▶ _Task directions_
Your answer must be the records below repeated word for word, with no pictures in it.

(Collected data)
########

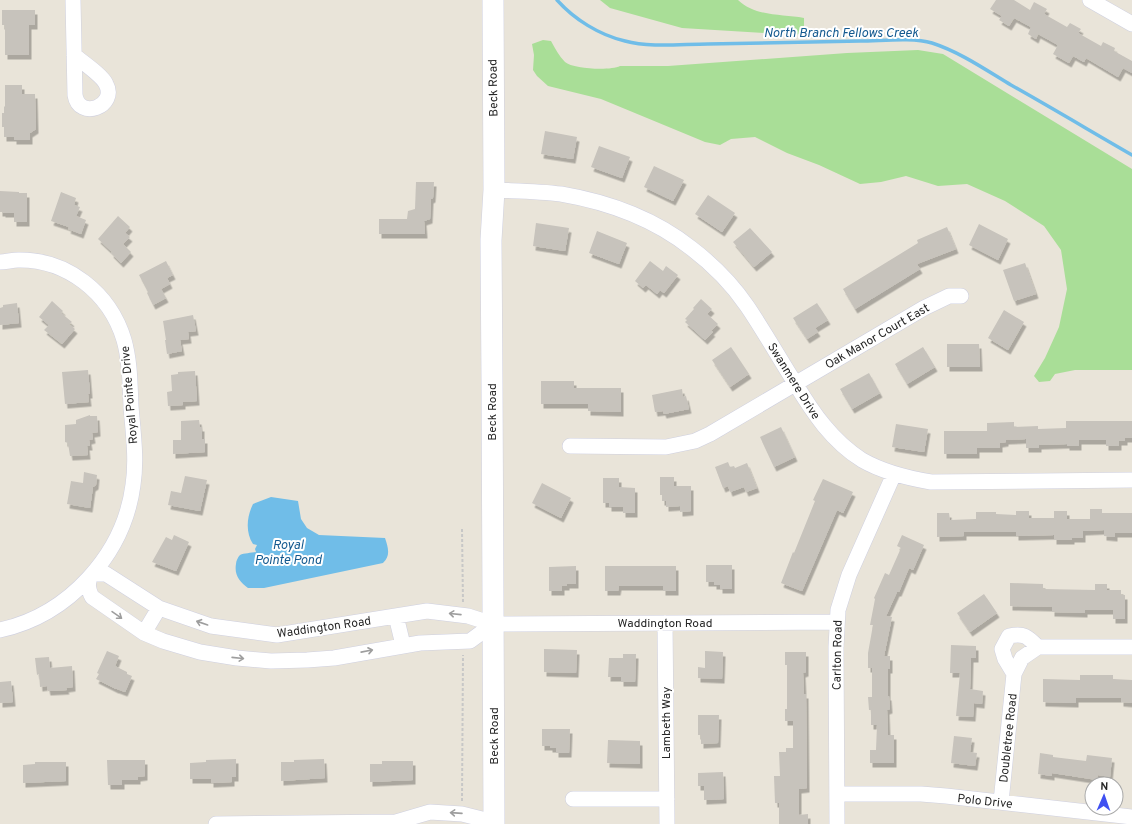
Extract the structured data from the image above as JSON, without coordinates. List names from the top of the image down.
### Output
{
  "streets": {
    "main road": ["Beck Road"],
    "street": [
      "Oak Manor Court East",
      "Swanmere Drive",
      "Royal Pointe Drive",
      "Waddington Road",
      "Carlton Road",
      "Lambeth Way",
      "Doubletree Road",
      "Polo Drive"
    ]
  },
  "crossings": [
    ["Beck Road", "Swanmere Drive"],
    ["Beck Road", "Waddington Road"],
    ["Oak Manor Court East", "Swanmere Drive"],
    ["Swanmere Drive", "Carlton Road"],
    ["Waddington Road", "Carlton Road"],
    ["Waddington Road", "Lambeth Way"],
    ["Carlton Road", "Polo Drive"],
    ["Doubletree Road", "Polo Drive"]
  ],
  "water": ["North Branch Fellows Creek", "Royal Pointe Pond"],
  "north": "top"
}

########

▶ _Exercise solution_
Extract the structured data from the image above as JSON, without coordinates. List names from the top of the image down.
### Output
{
  "streets": {
    "main road": ["Beck Road"],
    "street": [
      "Oak Manor Court East",
      "Swanmere Drive",
      "Royal Pointe Drive",
      "Waddington Road",
      "Carlton Road",
      "Lambeth Way",
      "Doubletree Road",
      "Polo Drive"
    ]
  },
  "crossings": [
    ["Beck Road", "Swanmere Drive"],
    ["Beck Road", "Waddington Road"],
    ["Oak Manor Court East", "Swanmere Drive"],
    ["Swanmere Drive", "Carlton Road"],
    ["Waddington Road", "Carlton Road"],
    ["Waddington Road", "Lambeth Way"],
    ["Carlton Road", "Polo Drive"],
    ["Doubletree Road", "Polo Drive"]
  ],
  "water": ["North Branch Fellows Creek", "Royal Pointe Pond"],
  "north": "top"
}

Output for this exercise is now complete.